Sunday, April 10, 2016

Lessons learned

What is wrong with this picture?

I finally got around to warping the new loom, and I did it BACKWARDS. It took me HOURS to get this far, and it is wrong, wrong, WRONG! And it left me with about 40 12-foot sections of yarn after I undid all my hard work.

Finding a good place for the warping peg was another challenge. No matter how or where I situated the peg, it had a tendency to pop off when I was about two-thirds of the way done. GRRR!!! I finally gave up on making the tension tight across the warp and concentrated on making it as even as possible. And still the peg almost popped off again. I think I will invest in a warping board.

Since I was warping solo, I tried to work out a method whereby I would not need an extra set of hands for winding the warp. None of my ideas worked very well, but I was finally able to find instructions on the Ashford web site. However, not wanting to wind up with another 40 12-foot pieces of yarn, I refrained from cutting the warp threads until the warp had been wound.

Since I was using scrap yarn to practice with and had already ruined a bunch of it warping BACKWARDS, I had to resort to mixing yarns. The burgundy yarn is Elann Peruvian wool, the pink Lamb's Pride, both ostensibly worsted weight but not the same at all. So while tying off the warp threads, I bunched them by color. This led to them being rather spread out. I'm not sure how much of a problem this is, but it doesn't look ideal.

Another result of tying the warp threads off by color is the knots turned out rather bulky, making the woven fabric bulge. Again, not sure if this is a big deal, but in the future, I will include fewer threads in a bunch.

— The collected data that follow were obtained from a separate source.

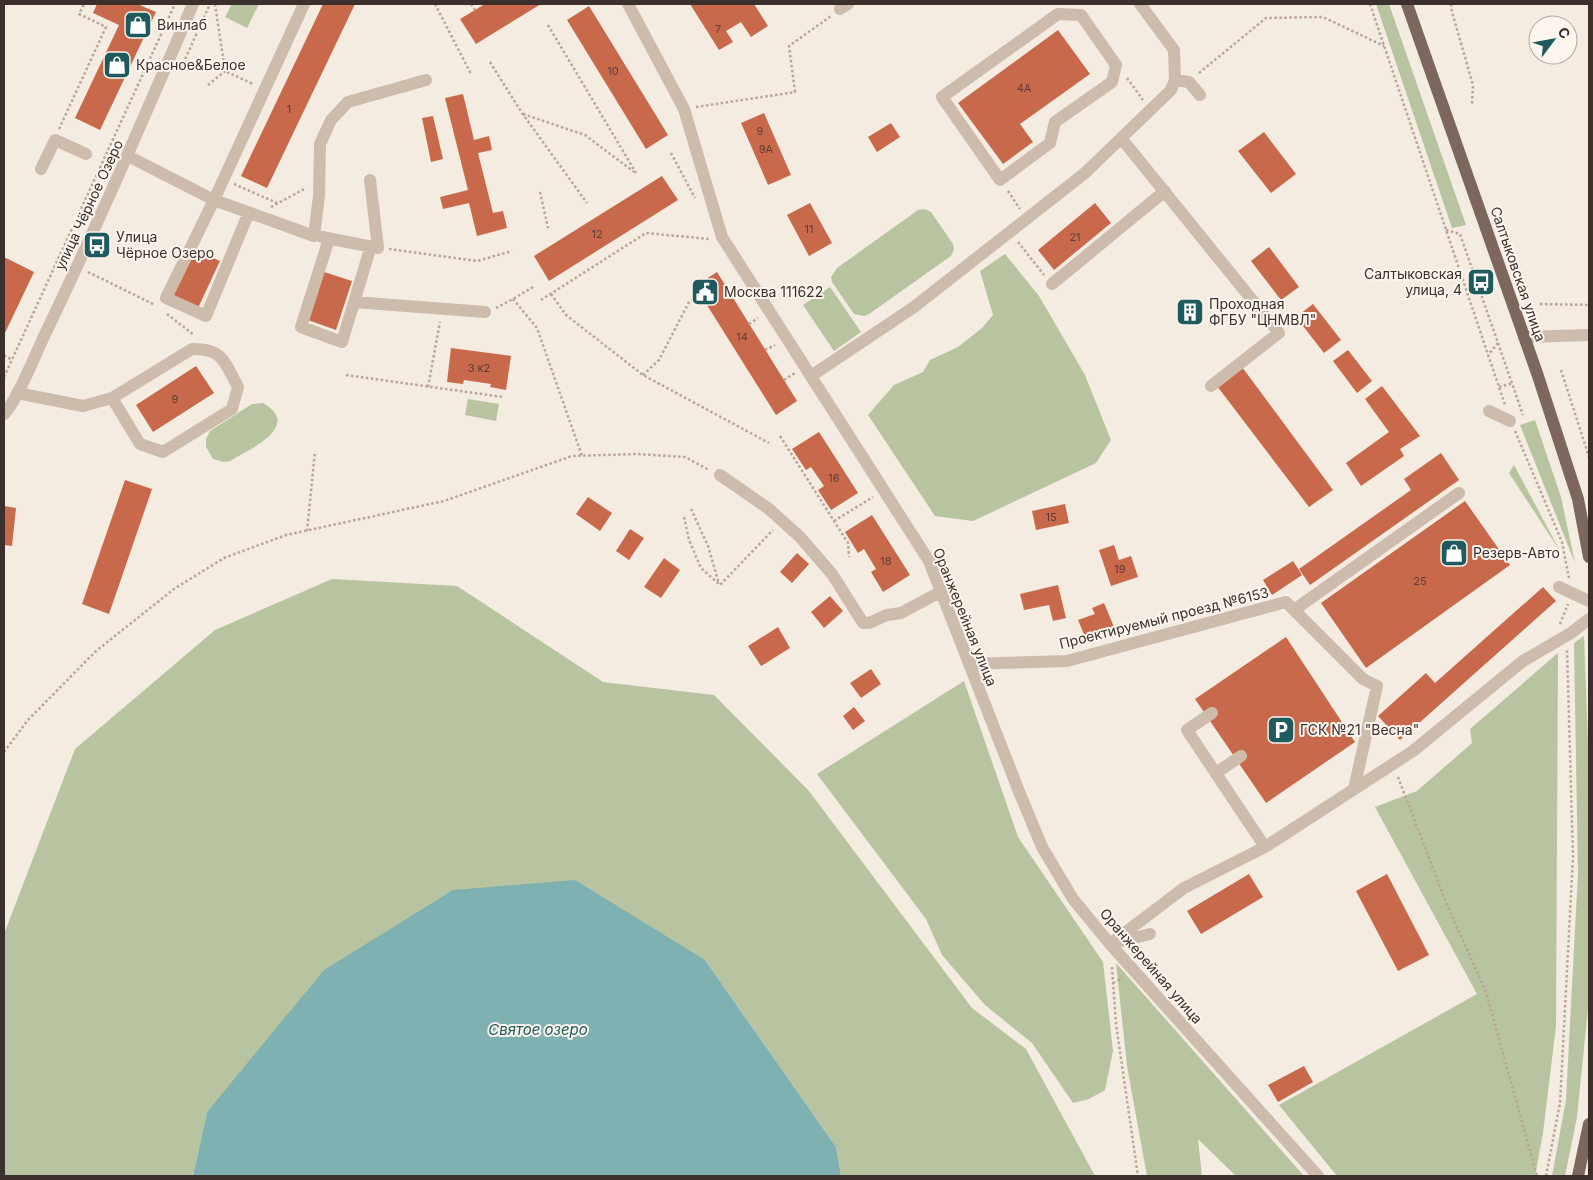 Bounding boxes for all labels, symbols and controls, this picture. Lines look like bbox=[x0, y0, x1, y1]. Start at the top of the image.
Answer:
shop icon: Винлаб bbox=[123, 10, 153, 40]
north arrow bbox=[1528, 15, 1578, 65]
place label: Винлаб bbox=[157, 16, 207, 33]
house number: 7 bbox=[715, 22, 721, 36]
text: С bbox=[1554, 24, 1574, 42]
shop icon: Красное&Белое bbox=[102, 50, 132, 80]
place label: Красное&Белое bbox=[136, 56, 246, 73]
house number: 10 bbox=[607, 64, 619, 78]
house number: 4А bbox=[1017, 81, 1032, 95]
house number: 1 bbox=[287, 102, 291, 116]
house number: 9 bbox=[757, 124, 764, 138]
street label: улица Чёрное Озеро bbox=[51, 137, 126, 273]
house number: 9А bbox=[759, 142, 774, 156]
street label: Салтыковская улица bbox=[1487, 204, 1550, 344]
house number: 11 bbox=[805, 222, 813, 236]
house number: 12 bbox=[591, 227, 603, 241]
place label: Улица Чёрное Озеро bbox=[116, 228, 214, 261]
bus stop icon: Улица Чёрное Озеро bbox=[82, 230, 112, 260]
house number: 21 bbox=[1069, 230, 1081, 244]
place label: Салтыковская улица, 4 bbox=[1364, 265, 1462, 298]
bus stop icon: Салтыковская улица, 4 bbox=[1466, 267, 1496, 297]
public building icon: Москва 111622 bbox=[690, 277, 720, 307]
place label: Москва 111622 bbox=[724, 283, 823, 300]
place label: Проходная ФГБУ "ЦНМВЛ" bbox=[1209, 295, 1316, 328]
building icon: Проходная ФГБУ "ЦНМВЛ" bbox=[1175, 297, 1205, 327]
house number: 14 bbox=[736, 330, 748, 344]
house number: 3 к2 bbox=[468, 361, 490, 375]
house number: 9 bbox=[172, 392, 179, 406]
house number: 16 bbox=[828, 471, 840, 485]
house number: 15 bbox=[1045, 510, 1057, 524]
shop icon: Резерв-Авто bbox=[1439, 538, 1469, 568]
place label: Резерв-Авто bbox=[1473, 544, 1560, 561]
street label: Оранжерейная улица bbox=[930, 545, 1001, 688]
house number: 18 bbox=[880, 554, 892, 568]
house number: 19 bbox=[1114, 562, 1126, 576]
house number: 25 bbox=[1413, 574, 1427, 588]
street label: Проектируемый проезд №6153 bbox=[1057, 583, 1270, 652]
parking icon: ГСК №21 "Весна" bbox=[1266, 715, 1296, 745]
place label: ГСК №21 "Весна" bbox=[1300, 721, 1419, 738]
street label: Оранжерейная улица bbox=[1097, 904, 1206, 1027]
water label: Святое озеро bbox=[488, 1020, 588, 1039]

FINALLY, I was able to weave. A recurring problem is the shed - the yarn is stretchy enough that I keep losing tension with one color or the other, which makes the shed too small. The lack of tension also causes the heddle to lose its footing. And it is taking me a while to get the knack of avoiding draw in or loops along the selvages. On the plus side, I have been able to salvage the original warp yarn by spit splicing the pieces together.

The class I took gave me a false sense of weaving competency. Doing everything myself with no one to look over my shoulder is quite the opportunity for learning. Originally, I planned to start warping with crochet thread and create a bunch of samples with different weight warps and wefts. Instead, I had to resort to worsted and now must simply practice, practice, practice. This stage may go on for a while. Stay tuned!

Friday, April 08, 2016

Cats of the Internet

Someone started the hashtag #helpfulknittingcats. I had to contribute.

Today I started the hashtag #helpfulweavingcats.

At least Beau is learning to leave the yarn alone... for the most part.

Wednesday, April 06, 2016

My first (real) loom

While the knitterati were gathered at Stitches South or the Interweave Yarn Fest, I wandered off to Bowling Green for the Black Swamp Spinners Guild Market Day. I've been there before, I knew who the vendors would be, and I knew there would be looms, so it is no surprise that I came home with this:

It's an Ashford rigid heddle loom (24") with a stand, purchased from the Weavers Loft. The waxing and assembly took me three hours on Sunday, and unfortunately I have not had the time since to thread the warp and start the weft. Soon, though, very soon. I have LOTS of ideas!

Monday, March 28, 2016

New favorite socks

My xmas gift to myself is done - one comfy pair of xmas-themed socks. Spring is trying to be sprung around here, but today I deemed the temps low enough to justify wool socks. Then I declared these my new favorites.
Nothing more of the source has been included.